Given entries:
==================================================
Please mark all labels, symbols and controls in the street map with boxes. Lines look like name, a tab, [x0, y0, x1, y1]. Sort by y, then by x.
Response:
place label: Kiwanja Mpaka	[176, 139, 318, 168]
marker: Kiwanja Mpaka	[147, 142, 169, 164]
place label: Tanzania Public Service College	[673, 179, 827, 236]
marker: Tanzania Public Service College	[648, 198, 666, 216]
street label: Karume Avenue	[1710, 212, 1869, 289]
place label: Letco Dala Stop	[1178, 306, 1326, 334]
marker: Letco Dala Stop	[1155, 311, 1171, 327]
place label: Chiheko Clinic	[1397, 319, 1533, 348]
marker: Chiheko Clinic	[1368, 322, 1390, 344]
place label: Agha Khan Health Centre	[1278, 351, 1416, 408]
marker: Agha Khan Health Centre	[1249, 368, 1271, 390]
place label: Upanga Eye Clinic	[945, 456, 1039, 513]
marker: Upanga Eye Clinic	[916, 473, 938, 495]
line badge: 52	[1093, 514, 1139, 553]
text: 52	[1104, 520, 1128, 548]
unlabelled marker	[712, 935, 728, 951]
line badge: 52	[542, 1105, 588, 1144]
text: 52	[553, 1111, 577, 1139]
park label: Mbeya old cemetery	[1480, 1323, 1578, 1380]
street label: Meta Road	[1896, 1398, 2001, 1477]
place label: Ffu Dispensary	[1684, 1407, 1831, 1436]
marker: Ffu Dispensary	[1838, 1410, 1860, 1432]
==================================================
What the task requires: Above are records; count the lines among them that include the word "Tanzania", and give only the number.

Written response: 2